На рисунке 8 представлен клинический случай синустрабекулэктомии на глазу с артифакией и несостоятельностью связочного аппарата капсульного мешка, в котором после формирования базальной колобомы произошло выпадение СТ с экватором фиброзированного капсульного мешка и радужкой.
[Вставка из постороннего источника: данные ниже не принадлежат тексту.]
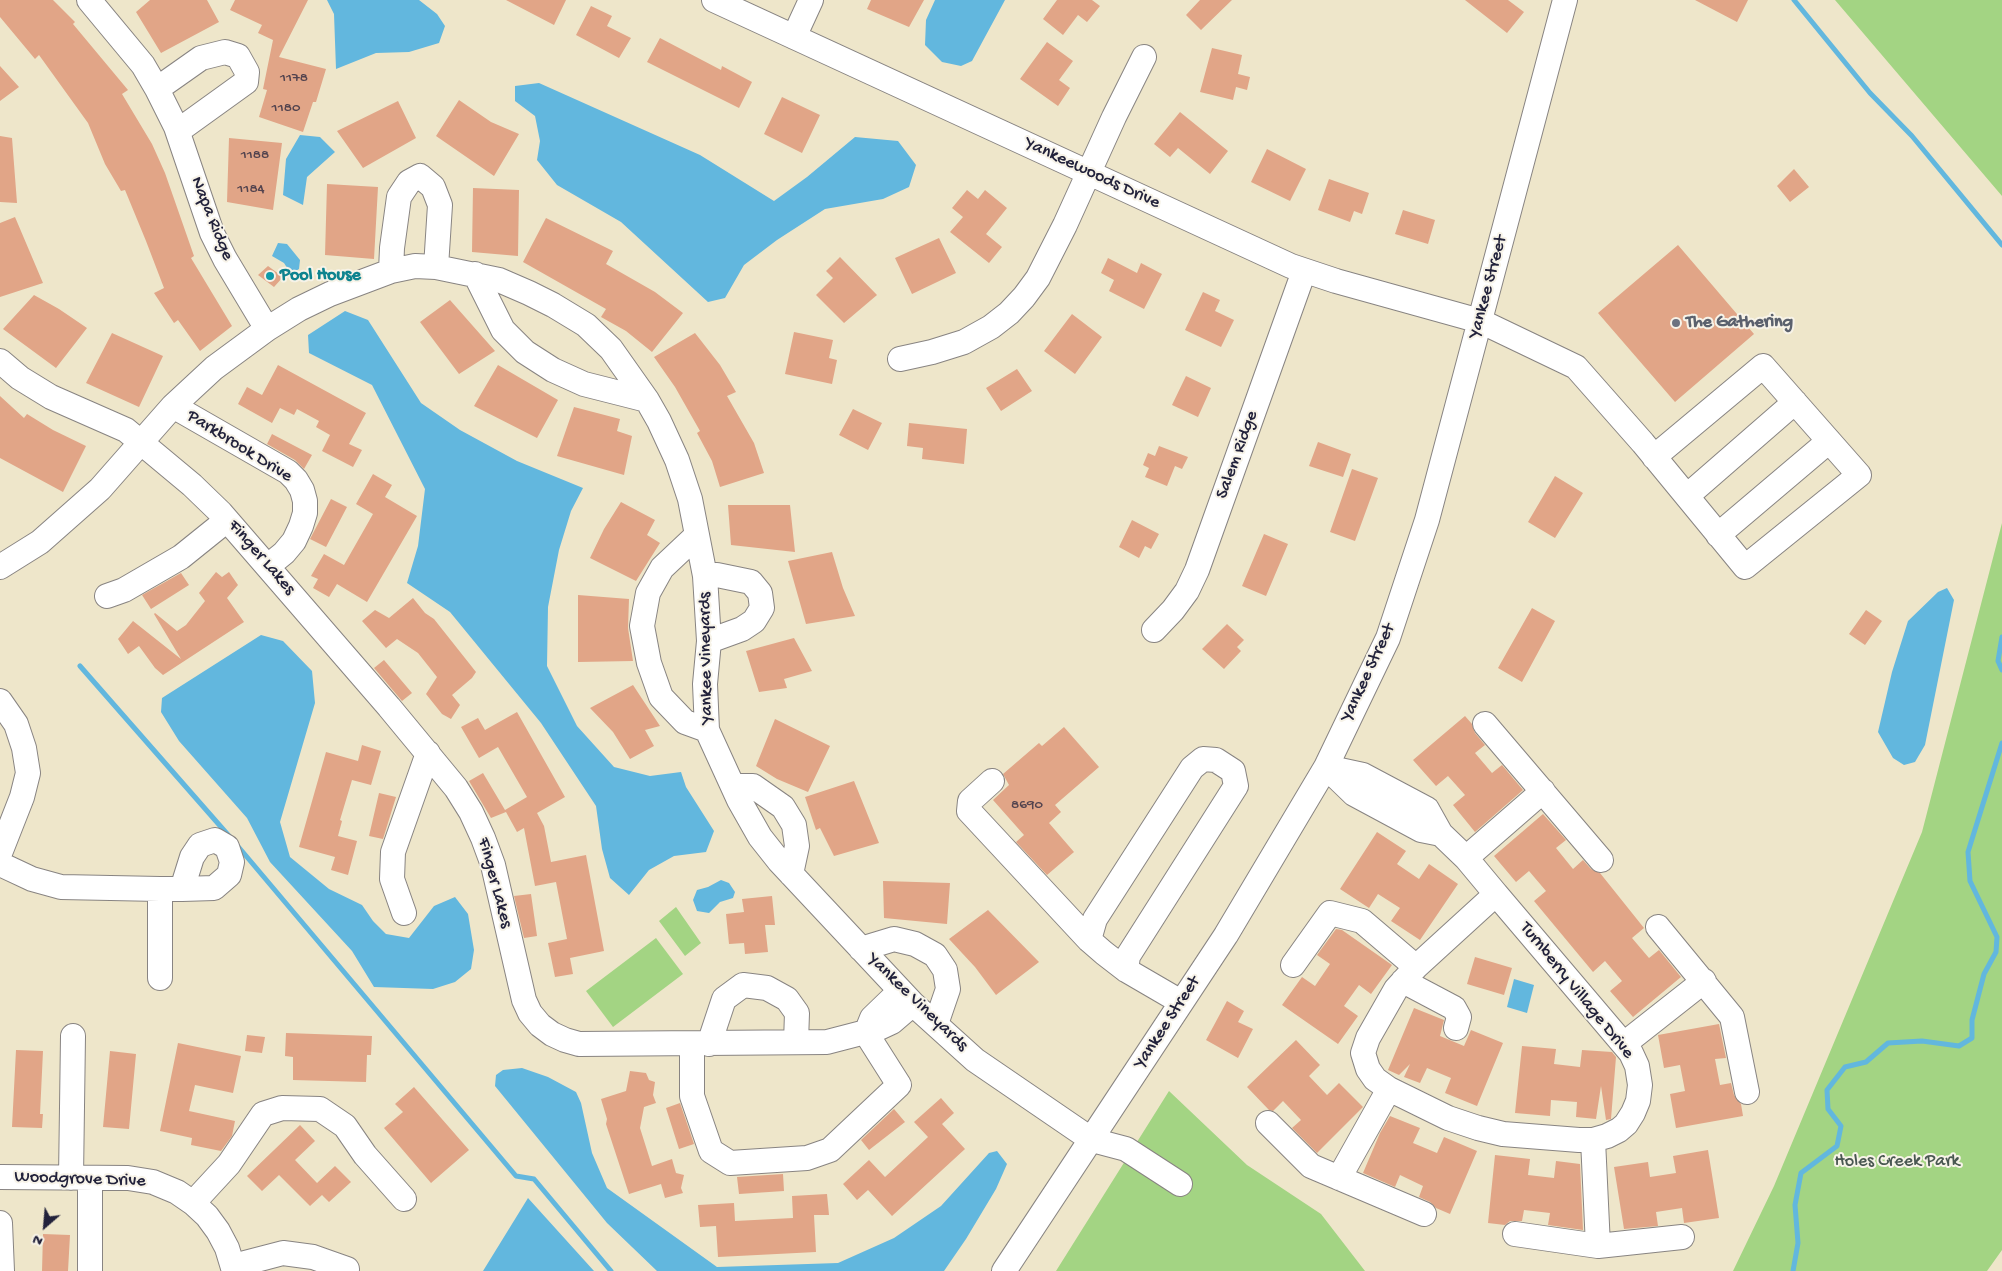 <!DOCTYPE html>
<style>
body{margin:0}
#map{position:relative;width:2002px;height:1271px;overflow:hidden;background:#eee6ca;font-family:"Gochi Hand",sans-serif}
canvas{display:block}
.north{position:absolute;left:20px;top:1201px;width:50px;height:50px;-webkit-text-stroke:4px #f7f3e8;paint-order:stroke;rotate:207deg;font-size:14px;font-weight:700;line-height:20px;text-align:center;color:#22223b}
.north::after{content:'';display:block;margin:auto;width:18px;height:22px;background:#22223b;clip-path:polygon(50% 0,100% 100%,50% 72%,0 100%)}
</style>
<div id="map">
<canvas width="2002" height="1271"></canvas>
<div class="north">N</div>
</div>
<script>
const context = document.querySelector('canvas').getContext('2d');
context.lineJoin = 'round';
function fillPath(path, color) { context.fillStyle = color; context.fill(path, 'evenodd'); }
const shape = rows => new Path2D(rows.map(r => 'M' + r).join(''));
function stroke(path, color, width, dash) { context.strokeStyle = color; context.lineWidth = width; context.lineCap = dash ? 'butt' : 'round'; context.setLineDash(dash || []); context.stroke(path); }
function drawText(font, color, halo, rows, align = 'center') {
  context.font = font + ' "Gochi Hand",sans-serif'; context.lineWidth = 4; context.setLineDash([]); context.textBaseline = 'middle'; context.strokeStyle = halo; context.fillStyle = color; for (const [text, x, y, turn = 0] of rows) {
    context.save(); context.translate(x, y); context.rotate((+turn || 0) * Math.PI / 180); context.textAlign = isNaN(turn) ? turn : align; if (halo) context.strokeText(text, 0, 0); context.fillText(text, 0, 0); context.restore();
  }
}
fillPath(shape([
 [1835,0,2002,0,2002,196],
 [2002,523,2002,1250,1987,1271,1733,1271,1774,1186,1922,832],
 [676,907,701,943,685,956,659,921],
 [656,938,683,974,613,1027,586,991],
 [1169,1091,1247,1165,1321,1214,1365,1271,1056,1271]
]), '#a3d483');
fillPath(shape([
 [327,0,419,0,437,14,445,26,439,43,409,52,376,53,336,69,334,14],
 [935,0,1005,0,972,61,961,66,942,62,925,45,926,20],
 [539,83,700,155,774,201,807,177,855,137,898,141,916,165,909,187,883,199,825,209,777,240,744,265,725,298,708,302,621,222,557,185,537,160,540,141,535,116,515,101,515,86],
 [300,135,320,137,335,152,307,177,303,205,283,195,286,159],
 [278,243,287,244,300,260,299,269,291,274,284,263,272,256],
 [345,311,368,320,421,403,460,430,517,461,583,488,571,511,559,550,548,607,547,666,577,726,614,767,650,776,681,772,686,787,714,831,706,852,674,856,649,870,629,895,610,878,602,849,596,806,541,723,450,612,407,583,418,546,425,489,372,385,309,353,308,335],
 [1947,588,1954,600,1925,745,1915,762,1904,765,1893,758,1878,732,1892,672,1908,621,1938,592],
 [261,635,283,641,312,671,315,703,280,822,290,857,329,889,362,905,373,921,386,934,409,938,434,906,455,897,468,914,474,950,471,969,455,982,433,989,374,987,352,951,270,862,247,818,179,741,161,712,162,698],
 [721,880,729,883,735,892,733,898,720,902,709,913,697,911,693,900,697,890,708,887],
 [1514,979,1534,985,1527,1013,1507,1007],
 [522,1068,548,1077,576,1092,581,1103,592,1153,607,1188,717,1267,838,1263,894,1238,941,1206,989,1153,997,1151,1007,1164,996,1189,966,1239,944,1271,657,1271,607,1223,495,1086,496,1075,503,1070],
 [528,1198,594,1271,483,1271]
]), '#62b7de');
stroke(shape([
 [1794,0,1870,93,1912,136,2002,245],
 [2002,637,1998,661,2002,670],
 [80,666,229,836],
 [236,844,516,1176,534,1179,611,1271],
 [1793,1271,1798,1243,1795,1205,1801,1173,1837,1146,1841,1126,1828,1109,1827,1090,1845,1067,1866,1062,1888,1043,1922,1041,1959,1046,1972,1038,1972,1020,1984,974,1996,952,1997,937,1970,881,1968,852,2002,743]
]), '#62b7de', 5);
fillPath(shape([
 [0,0,53,0,75,22,73,24,128,90,122,94,152,144,165,173,194,256,191,258,232,326,200,351,178,320,174,323,154,293,164,288,146,241,125,190,121,191,105,164,88,123,39,55,35,59,0,17],
 [150,0,207,0,219,22,161,53,136,12],
 [235,0,308,0,279,57,326,69,316,102,313,102,303,132,259,117,267,90,263,89,273,40,258,33,262,25,230,10],
 [506,0,566,0,554,25],
 [871,0,924,0,909,27,867,9],
 [1057,0,1092,0,1100,6,1087,22,1078,15,1063,35,1043,19],
 [1200,0,1232,0,1201,30,1186,15],
 [1465,0,1508,0,1524,12,1507,33],
 [1695,0,1748,0,1737,22],
 [591,6,612,16,607,26,631,38,619,58,576,35],
 [660,38,721,70,722,66,752,82,739,108,647,62],
 [1047,42,1073,61,1059,80,1070,88,1058,106,1020,79],
 [1212,48,1242,55,1238,74,1250,77,1247,90,1236,87,1233,100,1200,92],
 [0,66,19,87,0,101],
 [782,97,820,115,802,153,764,134],
 [459,100,491,122,519,134,494,176,436,136],
 [398,101,416,138,363,168,337,131],
 [1180,112,1228,151,1210,174,1178,148,1170,157,1154,144],
 [0,136,12,138,17,203,0,202],
 [229,138,282,143,273,210,227,202],
 [1267,149,1306,169,1290,201,1251,182],
 [1794,169,1809,187,1790,202,1777,186],
 [1329,179,1369,193,1362,214,1354,211,1350,222,1318,210],
 [327,184,378,187,374,259,325,255],
 [473,188,519,190,518,256,472,252],
 [967,190,978,199,985,190,1007,208,986,234,1002,247,989,263,950,232,963,217,952,208],
 [1403,210,1435,220,1428,244,1395,234],
 [15,217,43,283,0,297,0,223],
 [546,218,613,251,606,264,655,292,683,313,652,352,626,331,601,317,606,309,523,262],
 [939,238,956,273,912,294,895,258],
 [1678,245,1754,334,1675,402,1598,313],
 [840,257,877,295,844,323,816,295,833,278,826,271],
 [1108,258,1137,273,1141,263,1162,274,1144,309,1109,291,1114,280,1101,273],
 [268,266,283,277,274,287,258,275],
 [1203,292,1220,300,1215,311,1234,320,1221,347,1185,330],
 [34,295,59,309,87,328,56,368,3,329],
 [450,300,495,351,459,374,420,322],
 [1072,314,1102,337,1075,374,1044,351],
 [794,332,833,340,829,358,837,360,832,384,785,374],
 [112,333,163,356,139,407,86,383],
 [695,333,720,365,736,392,727,396,754,443,764,473,720,487,712,461,697,433,700,431,675,387,654,357],
 [278,365,366,413,349,444,362,450,353,467,322,451,330,435,316,427,319,421,297,409,294,415,280,408,272,423,238,404,247,387,262,395],
 [498,365,558,400,537,438,474,406],
 [1017,369,1032,391,1001,411,986,388],
 [1186,376,1211,388,1198,417,1172,405],
 [0,396,24,418,27,414,53,430,86,446,63,492,0,458],
 [574,407,620,419,617,431,632,436,624,475,557,456],
 [853,409,882,423,868,450,839,435],
 [909,423,967,429,964,464,922,459,923,448,907,446],
 [272,434,312,455,304,469,295,460,267,444],
 [1318,442,1351,454,1343,477,1309,466],
 [1159,446,1188,457,1182,469,1175,466,1167,486,1145,477,1149,468,1143,465,1148,453,1155,456],
 [1352,469,1378,478,1355,541,1330,532],
 [373,474,392,485,385,497,417,516,367,602,337,584,329,597,313,588,318,579,311,576,324,554,344,565,373,514,356,504],
 [1555,476,1583,493,1555,538,1528,522],
 [331,499,347,507,326,547,310,539],
 [621,502,655,520,647,535,660,543,636,581,590,558,604,529],
 [728,505,790,505,795,552,731,545],
 [1132,520,1159,534,1151,549,1145,546,1139,558,1119,547],
 [1264,534,1288,544,1266,596,1242,586],
 [832,552,843,588,855,616,806,624,788,561],
 [216,572,222,577,229,572,238,585,227,598,244,622,163,675,155,668,139,646,128,654,118,639,133,621,181,659,154,614,155,613,177,631,186,625,205,601,199,593],
 [181,573,189,585,151,609,142,595],
 [578,595,629,599,628,628,633,661,578,662],
 [413,598,425,613,434,619,476,672,472,678,452,695,460,705,451,719,442,714,426,694,437,677,418,653,397,639,386,648,362,621,375,610,389,618],
 [1532,608,1555,621,1522,682,1498,668],
 [1866,610,1882,621,1865,645,1849,634],
 [1227,624,1244,640,1237,647,1241,651,1224,669,1202,649],
 [794,638,812,671,784,679,787,688,759,692,746,651],
 [384,660,412,693,402,701,374,668],
 [633,685,660,726,645,730,654,746,630,759,613,732,590,708],
 [517,712,565,797,537,813,544,826,551,862,586,855,604,951,570,958,573,974,555,977,548,943,567,939,556,882,535,886,524,828,517,832,506,812,491,818,469,781,483,773,505,810,527,797,498,747,479,758,461,727,478,718,485,730],
 [1465,716,1472,724,1475,733,1485,745,1475,753,1492,773,1502,765,1523,790,1475,832,1453,805,1465,795,1448,776,1436,786,1413,760],
 [775,719,830,746,808,792,777,779,756,766],
 [1064,727,1099,767,1055,805,1061,812,1049,823,1074,852,1047,875,1016,842,1024,835,993,800,1009,785,1003,774,1039,743,1042,746],
 [362,745,381,751,371,785,352,780,340,820,342,821,338,836,357,841,348,875,331,870,335,857,299,847,326,752,358,761],
 [854,781,879,843,834,856,820,828,816,830,805,797],
 [379,793,396,797,383,839,369,836],
 [1543,814,1566,840,1556,848,1573,869,1583,860,1591,869,1600,873,1644,928,1632,938,1649,958,1659,950,1681,977,1633,1017,1610,991,1622,981,1605,961,1593,972,1534,901,1546,891,1529,871,1516,882,1494,856],
 [1377,832,1406,851,1397,864,1419,879,1429,864,1458,884,1420,940,1391,921,1400,908,1378,894,1369,908,1340,889],
 [883,881,950,883,947,924,884,918],
 [531,894,537,936,524,938,514,896],
 [772,896,775,925,765,925,768,952,745,954,744,943,729,944,726,914,744,912,742,899],
 [988,910,1039,962,996,995,975,967,949,939],
 [1336,929,1342,930,1392,965,1371,994,1359,985,1344,1006,1358,1016,1338,1044,1282,1005,1302,977,1315,986,1330,964,1317,955],
 [1475,957,1512,968,1504,995,1467,984],
 [1227,1001,1244,1011,1238,1022,1253,1029,1238,1058,1206,1040],
 [1414,1008,1444,1020,1440,1036,1464,1046,1471,1030,1503,1043,1477,1106,1445,1093,1451,1078,1427,1068,1420,1083,1404,1077,1410,1064,1399,1075,1388,1070],
 [1719,1024,1726,1058,1715,1059,1720,1085,1731,1083,1734,1095,1741,1104,1743,1116,1676,1128,1670,1094,1685,1091,1680,1065,1664,1068,1658,1035],
 [286,1033,372,1036,371,1055,367,1055,366,1082,293,1080,293,1057,285,1056],
 [247,1035,265,1037,262,1053,245,1051],
 [1296,1040,1320,1065,1309,1076,1327,1095,1339,1083,1363,1107,1317,1153,1292,1128,1301,1120,1283,1101,1273,1111,1269,1110,1247,1087],
 [178,1043,241,1056,233,1093,195,1085,189,1111,235,1121,232,1136,221,1151,191,1145,192,1138,160,1131],
 [1522,1046,1556,1049,1554,1064,1580,1067,1582,1050,1612,1052,1616,1057,1611,1119,1606,1120,1601,1086,1596,1119,1576,1117,1577,1102,1551,1100,1550,1116,1515,1113],
 [16,1050,43,1051,40,1114,43,1114,42,1128,12,1127],
 [110,1051,136,1054,129,1129,103,1127],
 [630,1071,646,1073,649,1080,655,1082,653,1095,656,1103,644,1107,640,1128,652,1166,672,1159,676,1173,684,1175,681,1188,683,1193,665,1198,661,1184,629,1194,606,1124,607,1119,601,1099,626,1091],
 [414,1087,469,1150,431,1183,384,1128,403,1112,395,1104],
 [941,1098,954,1113,942,1124,965,1149,892,1216,868,1190,857,1200,843,1184,869,1160,885,1177,928,1137,914,1122],
 [680,1103,694,1144,679,1149,666,1108],
 [894,1109,905,1122,869,1150,861,1140],
 [1390,1116,1420,1128,1413,1143,1437,1153,1444,1137,1477,1151,1450,1214,1436,1208,1430,1202,1419,1197,1423,1186,1400,1175,1395,1187,1363,1173,1380,1133],
 [300,1125,315,1141,295,1160,317,1183,335,1166,351,1182,329,1202,322,1195,310,1206,279,1175,262,1191,247,1176],
 [1708,1150,1719,1218,1684,1223,1682,1208,1656,1212,1658,1226,1624,1229,1614,1167,1648,1162,1650,1177,1676,1173,1673,1156],
 [1495,1155,1530,1159,1528,1175,1554,1178,1556,1161,1580,1164,1583,1230,1548,1225,1550,1213,1524,1210,1522,1221,1510,1221,1505,1225,1488,1223],
 [783,1174,784,1191,739,1194,737,1177],
 [827,1194,829,1215,814,1215,816,1252,718,1257,716,1226,700,1227,698,1205,734,1203,735,1221,793,1218,792,1196],
 [43,1234,70,1235,68,1271,42,1271]
]), '#e1a587');
const minor = shape([
 [89,0,143,65,157,89,176,127,212,233,225,259,267,329],
 [714,0,1291,266,1336,281,1480,321,1576,367,1643,443,1745,567,1859,475,1763,366,1654,457],
 [794,37,811,0],
 [157,89,201,58,225,52,238,56,247,72,246,82,178,131],
 [391,271,392,248,399,197,409,182,420,176,433,187,440,205,436,267],
 [475,274,503,330,525,352,553,370,584,384,647,400],
 [900,359,932,352,964,342,991,327,1009,313,1024,297,1038,278,1065,225,1114,117,1144,57],
 [0,361,20,378,51,397,126,430,192,485,221,513,389,707,456,788,471,812,483,838,493,865,524,1000,530,1013,540,1025,552,1034,565,1040,579,1044,827,1042,877,1029,892,1022,913,1004],
 [173,406,288,472,296,480,302,490,305,501,305,513,301,526,294,541,284,553,268,566],
 [1687,496,1795,402],
 [1718,535,1829,441],
 [696,536,662,568,648,593,642,626,649,663,661,697,685,722,707,730],
 [0,567,40,542,100,489,173,406,214,368,267,329,299,309,330,294,391,271,415,266,436,267,499,280,529,293,553,305,586,325,611,349,647,400,659,421,677,460,690,499,705,576,709,641,705,684,707,730,739,800,760,837,779,861,913,1004,975,1060,1092,1140,1126,1149,1180,1184],
 [705,576,717,575,751,582,760,593,762,608,754,621,742,629,709,641],
 [107,596,124,590,181,557,227,520],
 [1154,630,1173,610,1187,591,1197,570,1304,271],
 [0,701,16,724,24,748,28,773,22,797,0,853],
 [1485,724,1601,860],
 [1326,767,1363,775,1427,809,1441,834,1466,858,1496,894],
 [1326,767,1354,794,1421,830,1441,834],
 [992,781,970,801,969,811,1089,940,1104,953,1126,970,1181,1002],
 [733,786,753,786,783,807,794,825,797,846,791,874],
 [1466,858,1543,791],
 [0,864,32,879,61,887,160,889,182,889,214,888,229,875,232,862,227,847,215,840,200,845,192,857,182,889],
 [160,889,160,978],
 [1496,894,1631,1053,1637,1066,1640,1085,1638,1101,1633,1113,1626,1124,1619,1130,1607,1136,1593,1140,1579,1140,1503,1134,1478,1128,1448,1118,1389,1089,1375,1079,1368,1069,1363,1053,1368,1038,1396,989,1416,967,1496,894],
 [404,913,392,879,393,852,428,753],
 [1658,927,1732,1017,1747,1092],
 [1089,940,1095,919,1192,768,1203,759,1216,760,1233,771,1236,786,1128,956,1126,970],
 [861,949,894,939,915,944,935,955,945,970,948,989,936,1024],
 [1293,965,1330,913,1362,921,1416,967],
 [1403,981,1454,1008,1459,1017,1456,1028],
 [866,1033,872,1018,900,991],
 [692,1044,692,1096,711,1151,730,1163,807,1158,830,1150,899,1085,866,1033],
 [709,1044,724,999,743,985,767,988,787,999,797,1013,796,1042],
 [1624,1044,1704,981],
 [1268,1123,1311,1166,1424,1214],
 [1593,1140,1598,1246,1682,1237],
 [0,1177,128,1178,153,1182,177,1192,193,1203,207,1216,218,1231,227,1248,234,1271],
 [71,1178,73,1036],
 [1339,1178,1389,1089],
 [193,1203,229,1164,263,1114,282,1108,320,1109,345,1126,365,1155,404,1199],
 [0,1223,2,1271],
 [1515,1234,1598,1246],
 [233,1266,283,1253,313,1257,347,1269],
 [90,1271,90,1178],
 [1004,1271,1226,935,1326,767,1388,638,1427,520,1565,0]
]);
stroke(minor, '#888482', 26);
stroke(minor, '#fff', 24);
for (const [x, y, r, color] of [
 [270,276,5,"#0f9aa8"],
 [1676,323,5,"#6b7280"]
]) { const dot = new Path2D(); dot.arc(x, y, r, 0, 2 * Math.PI); context.fillStyle = color; context.fill(dot); stroke(dot, '#f7f3e8', 2); }
drawText('15px', '#52434e', null, [
 ["1178",294,79],
 ["1180",286,109],
 ["1188",255,156],
 ["1184",251,190],
 ["8690",1027,806]
]);
drawText('18px', '#22223b', '#f7f3e8', [
 ["Yankeewoods Drive",1092,174,25],
 ["Napa Ridge",211,219,68],
 ["Yankee Street",1489,287,-75],
 ["Parkbrook Drive",239,447,32],
 ["Salem Ridge",1238,455,-70],
 ["Finger Lakes",261,558,49],
 ["Yankee Vineyards",707,658,-91],
 ["Yankee Street",1369,673,-65],
 ["Finger Lakes",494,883,75],
 ["Turnberry Village Drive",1576,991,51],
 ["Yankee Vineyards",917,1003,44],
 ["Yankee Street",1168,1023,-57],
 ["Woodgrove Drive",80,1180,2]
]);
drawText('bold 18px', '#0d838f', '#f7f3e8', [
 ["Pool House",280,276]
], 'left');
drawText('bold 18px', '#5b616d', '#f7f3e8', [
 ["The Gathering",1686,323]
], 'left');
drawText('18px', '#495751', '#f7f3e8', [
 ["Holes Creek Park",1897,1162]
]);
</script>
У пациентов всех групп на этапе факоэмульсификации с имплантацией ИОЛ встречалось интраоперационное осложнение в виде офтальмогипертензии (табл. 2). Повышение ВГД явилось результатом синдрома девиации инфузионных потоков, при котором происходило уменьшение глубины передней камеры за счет скопления жидкости в ретролентальном пространстве и гидратации СТ [15]. Данный механизм возникает при слабости связочного аппарата хрусталика, а также при удлинении процесса экстракции хрусталика с пролонгацией интраоперационной ирригации инфузионного раствора [16–18]. В нашем исследовании офтальмогипертензия наблюдалась в 12,5% случаев у пациентов 1-й группы, в 3,4% — 2-й и в 2,6% — 3-й (см. табл. 2). Во всех случаях повышение интраоперационного ВГД возникало до имплантации ИОЛ, поэтому для снижения ВГД требовалось проведение частичной витрэктомии, после чего капсульное кольцо и ИОЛ имплантировались в наполненный вискоэластиком капсульный мешок.
На этапе синустрабекулэктомии у пациентов встречался пролапс СТ через базальную колобому и фистулу склеры. Самая высокая частота данного осложнения была у пациентов 1-й группы — 33,3% (см. табл. 2). Причиной явилось первоочередное проведение синустрабекулэктомии, а затем факоэмульсификации с имплантацией капсульного кольца и ИОЛ. Растяжение кольцом экватора капсульного мешка приближает его к цилиарному телу, тем самым уменьшая просвет дефекта цинновых связок, через которую происходит пролапс СТ. Наличие капсульного кольца уменьшает риск вставления грыжи СТ в базальную колобому и сформированную фистулу. Это подтверждается уменьшением частоты пролапса СТ при синустрабекулэктомии у пациентов 2-й группы до 10,3% (см. табл. 2). Данным больным первым этапом проведена факоэмульсификация с имплантацией капсульного кольца и ИОЛ. Растяжение мешка капсульным кольцом позволило уменьшить риск грыжи СТ в колобому и фистулу на 20%.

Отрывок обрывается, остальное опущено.